(Saved data entries)
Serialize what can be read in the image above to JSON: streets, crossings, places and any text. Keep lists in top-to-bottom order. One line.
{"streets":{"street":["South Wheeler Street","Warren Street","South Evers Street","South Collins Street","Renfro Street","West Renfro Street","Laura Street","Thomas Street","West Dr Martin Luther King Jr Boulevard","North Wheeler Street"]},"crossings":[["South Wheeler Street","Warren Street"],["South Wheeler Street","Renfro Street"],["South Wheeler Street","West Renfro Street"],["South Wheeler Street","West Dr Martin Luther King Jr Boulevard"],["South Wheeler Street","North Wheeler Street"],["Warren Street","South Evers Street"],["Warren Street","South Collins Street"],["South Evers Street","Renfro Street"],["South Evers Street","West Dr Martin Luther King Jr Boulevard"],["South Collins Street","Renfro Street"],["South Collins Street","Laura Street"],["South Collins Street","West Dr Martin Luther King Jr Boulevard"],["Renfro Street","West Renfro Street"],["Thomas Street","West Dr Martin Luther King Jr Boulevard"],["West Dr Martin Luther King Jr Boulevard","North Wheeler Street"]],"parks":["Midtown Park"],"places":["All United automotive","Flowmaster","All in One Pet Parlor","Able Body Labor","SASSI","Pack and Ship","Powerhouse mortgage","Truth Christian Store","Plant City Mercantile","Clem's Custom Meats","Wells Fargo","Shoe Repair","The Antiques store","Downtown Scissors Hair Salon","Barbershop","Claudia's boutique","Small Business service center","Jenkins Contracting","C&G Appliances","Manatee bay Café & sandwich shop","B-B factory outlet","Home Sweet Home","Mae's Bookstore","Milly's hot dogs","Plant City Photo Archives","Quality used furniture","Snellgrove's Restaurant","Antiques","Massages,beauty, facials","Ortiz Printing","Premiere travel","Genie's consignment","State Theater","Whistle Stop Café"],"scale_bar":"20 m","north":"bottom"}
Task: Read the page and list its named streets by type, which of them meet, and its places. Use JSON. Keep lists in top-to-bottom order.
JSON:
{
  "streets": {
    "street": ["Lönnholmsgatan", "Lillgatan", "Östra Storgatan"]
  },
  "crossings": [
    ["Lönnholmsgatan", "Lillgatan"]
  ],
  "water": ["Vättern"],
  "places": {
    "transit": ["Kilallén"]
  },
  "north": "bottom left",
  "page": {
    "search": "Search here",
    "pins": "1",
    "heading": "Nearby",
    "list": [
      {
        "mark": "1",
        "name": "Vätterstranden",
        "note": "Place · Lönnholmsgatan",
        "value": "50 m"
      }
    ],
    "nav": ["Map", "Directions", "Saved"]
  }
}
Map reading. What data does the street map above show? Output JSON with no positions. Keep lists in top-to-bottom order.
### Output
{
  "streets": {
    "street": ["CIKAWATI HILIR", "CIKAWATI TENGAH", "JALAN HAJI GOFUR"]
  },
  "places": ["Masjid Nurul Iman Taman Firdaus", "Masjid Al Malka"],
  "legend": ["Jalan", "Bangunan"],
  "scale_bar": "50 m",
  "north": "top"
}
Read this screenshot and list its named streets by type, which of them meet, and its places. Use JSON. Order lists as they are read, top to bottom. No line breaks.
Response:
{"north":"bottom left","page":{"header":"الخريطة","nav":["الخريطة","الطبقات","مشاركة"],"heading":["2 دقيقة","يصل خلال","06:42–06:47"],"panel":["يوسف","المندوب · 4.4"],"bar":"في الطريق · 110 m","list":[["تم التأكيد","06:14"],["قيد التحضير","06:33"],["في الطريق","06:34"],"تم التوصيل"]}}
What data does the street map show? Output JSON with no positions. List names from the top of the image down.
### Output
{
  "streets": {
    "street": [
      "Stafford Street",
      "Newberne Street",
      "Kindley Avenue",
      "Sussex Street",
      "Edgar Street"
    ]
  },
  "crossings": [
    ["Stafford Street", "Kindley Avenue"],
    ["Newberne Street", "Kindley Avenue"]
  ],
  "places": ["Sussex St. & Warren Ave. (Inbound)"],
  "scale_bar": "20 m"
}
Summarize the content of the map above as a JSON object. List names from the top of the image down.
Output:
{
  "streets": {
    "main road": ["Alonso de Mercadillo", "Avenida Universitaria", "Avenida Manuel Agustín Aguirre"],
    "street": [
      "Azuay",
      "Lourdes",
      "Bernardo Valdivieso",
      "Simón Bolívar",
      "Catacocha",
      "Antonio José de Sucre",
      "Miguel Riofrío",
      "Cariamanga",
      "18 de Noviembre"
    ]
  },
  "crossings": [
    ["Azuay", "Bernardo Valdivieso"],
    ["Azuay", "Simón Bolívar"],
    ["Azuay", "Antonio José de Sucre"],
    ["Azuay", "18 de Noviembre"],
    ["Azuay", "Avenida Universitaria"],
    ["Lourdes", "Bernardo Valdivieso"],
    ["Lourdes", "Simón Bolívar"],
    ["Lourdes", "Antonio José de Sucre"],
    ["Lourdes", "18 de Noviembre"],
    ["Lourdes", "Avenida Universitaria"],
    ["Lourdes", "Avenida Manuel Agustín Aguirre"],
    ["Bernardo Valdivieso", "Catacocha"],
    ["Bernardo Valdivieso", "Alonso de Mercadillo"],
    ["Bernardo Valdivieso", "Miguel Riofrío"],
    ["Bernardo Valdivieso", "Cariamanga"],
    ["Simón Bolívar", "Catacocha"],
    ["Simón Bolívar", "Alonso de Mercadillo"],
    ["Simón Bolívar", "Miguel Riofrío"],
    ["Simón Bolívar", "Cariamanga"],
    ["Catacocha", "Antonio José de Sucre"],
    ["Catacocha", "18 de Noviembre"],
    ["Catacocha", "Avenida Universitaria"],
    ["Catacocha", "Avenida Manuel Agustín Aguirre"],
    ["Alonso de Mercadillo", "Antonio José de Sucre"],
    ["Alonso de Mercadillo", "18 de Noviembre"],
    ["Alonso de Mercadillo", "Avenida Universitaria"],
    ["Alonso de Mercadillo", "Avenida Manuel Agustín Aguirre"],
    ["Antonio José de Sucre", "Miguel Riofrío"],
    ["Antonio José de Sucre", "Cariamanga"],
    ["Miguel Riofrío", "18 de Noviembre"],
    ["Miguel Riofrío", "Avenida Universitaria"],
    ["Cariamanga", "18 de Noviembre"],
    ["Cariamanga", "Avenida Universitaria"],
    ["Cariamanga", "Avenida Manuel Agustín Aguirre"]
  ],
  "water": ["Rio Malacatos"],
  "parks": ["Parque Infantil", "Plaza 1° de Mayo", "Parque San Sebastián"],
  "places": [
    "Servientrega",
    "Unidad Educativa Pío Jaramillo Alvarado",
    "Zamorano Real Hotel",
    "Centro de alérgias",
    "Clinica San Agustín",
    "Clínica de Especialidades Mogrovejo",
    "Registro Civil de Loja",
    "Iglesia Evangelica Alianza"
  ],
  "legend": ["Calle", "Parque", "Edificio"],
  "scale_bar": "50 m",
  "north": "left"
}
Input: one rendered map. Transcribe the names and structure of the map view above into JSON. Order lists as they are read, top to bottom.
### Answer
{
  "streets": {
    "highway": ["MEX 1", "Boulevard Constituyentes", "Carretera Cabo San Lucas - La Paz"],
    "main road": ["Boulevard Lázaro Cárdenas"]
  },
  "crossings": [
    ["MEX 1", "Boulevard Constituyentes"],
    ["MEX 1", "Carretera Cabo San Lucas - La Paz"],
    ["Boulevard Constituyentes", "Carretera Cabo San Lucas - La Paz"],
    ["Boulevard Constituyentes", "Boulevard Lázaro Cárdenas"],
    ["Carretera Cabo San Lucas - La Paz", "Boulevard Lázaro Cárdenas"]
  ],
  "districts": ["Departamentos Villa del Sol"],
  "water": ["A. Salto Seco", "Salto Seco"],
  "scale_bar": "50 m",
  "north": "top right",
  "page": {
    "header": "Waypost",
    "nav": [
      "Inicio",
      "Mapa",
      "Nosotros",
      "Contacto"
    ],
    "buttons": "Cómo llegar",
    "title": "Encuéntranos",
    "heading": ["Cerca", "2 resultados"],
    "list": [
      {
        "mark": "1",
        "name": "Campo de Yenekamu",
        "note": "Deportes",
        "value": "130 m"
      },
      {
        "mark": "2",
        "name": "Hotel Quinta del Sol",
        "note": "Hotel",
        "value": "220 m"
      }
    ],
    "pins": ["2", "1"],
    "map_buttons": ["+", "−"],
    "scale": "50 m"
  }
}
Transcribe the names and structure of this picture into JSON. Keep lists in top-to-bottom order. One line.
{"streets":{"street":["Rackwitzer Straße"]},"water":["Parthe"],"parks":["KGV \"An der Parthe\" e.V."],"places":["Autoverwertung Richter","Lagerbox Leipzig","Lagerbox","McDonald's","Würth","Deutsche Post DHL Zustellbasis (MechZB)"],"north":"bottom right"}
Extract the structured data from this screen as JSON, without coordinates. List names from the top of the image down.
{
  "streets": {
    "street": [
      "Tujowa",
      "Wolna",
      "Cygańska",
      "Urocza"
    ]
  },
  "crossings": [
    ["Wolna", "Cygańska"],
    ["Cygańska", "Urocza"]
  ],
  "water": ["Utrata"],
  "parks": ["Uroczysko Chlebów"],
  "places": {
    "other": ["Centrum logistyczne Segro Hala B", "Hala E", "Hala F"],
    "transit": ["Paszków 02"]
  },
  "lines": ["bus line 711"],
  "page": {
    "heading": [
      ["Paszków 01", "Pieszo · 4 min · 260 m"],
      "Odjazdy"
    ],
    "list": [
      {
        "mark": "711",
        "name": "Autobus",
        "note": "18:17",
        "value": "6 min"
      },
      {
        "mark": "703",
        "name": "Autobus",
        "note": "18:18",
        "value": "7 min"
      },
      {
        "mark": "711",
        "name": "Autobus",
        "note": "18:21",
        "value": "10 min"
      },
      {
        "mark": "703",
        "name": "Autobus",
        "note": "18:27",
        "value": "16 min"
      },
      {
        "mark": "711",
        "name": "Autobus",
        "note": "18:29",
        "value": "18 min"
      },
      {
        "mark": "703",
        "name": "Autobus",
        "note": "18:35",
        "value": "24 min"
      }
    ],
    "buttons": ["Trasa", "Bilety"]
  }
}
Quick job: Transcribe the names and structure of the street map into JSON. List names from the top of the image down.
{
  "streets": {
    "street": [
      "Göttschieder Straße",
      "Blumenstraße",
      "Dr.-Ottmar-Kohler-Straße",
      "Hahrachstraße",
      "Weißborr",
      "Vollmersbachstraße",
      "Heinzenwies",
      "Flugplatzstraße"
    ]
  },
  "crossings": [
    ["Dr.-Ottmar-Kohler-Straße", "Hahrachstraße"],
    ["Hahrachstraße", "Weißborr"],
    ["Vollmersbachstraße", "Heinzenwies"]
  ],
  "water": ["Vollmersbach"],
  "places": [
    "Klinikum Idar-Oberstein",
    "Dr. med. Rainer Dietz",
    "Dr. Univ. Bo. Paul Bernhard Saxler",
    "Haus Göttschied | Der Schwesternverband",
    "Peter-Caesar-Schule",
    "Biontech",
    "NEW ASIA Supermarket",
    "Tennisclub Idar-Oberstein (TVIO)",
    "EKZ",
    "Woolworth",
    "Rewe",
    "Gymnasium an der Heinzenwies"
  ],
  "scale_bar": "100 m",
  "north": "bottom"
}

Problem: Where a line of the records has the string "Vollmersbachstraße", copy that line.

Written solution:
      "Vollmersbachstraße",
    ["Vollmersbachstraße", "Heinzenwies"]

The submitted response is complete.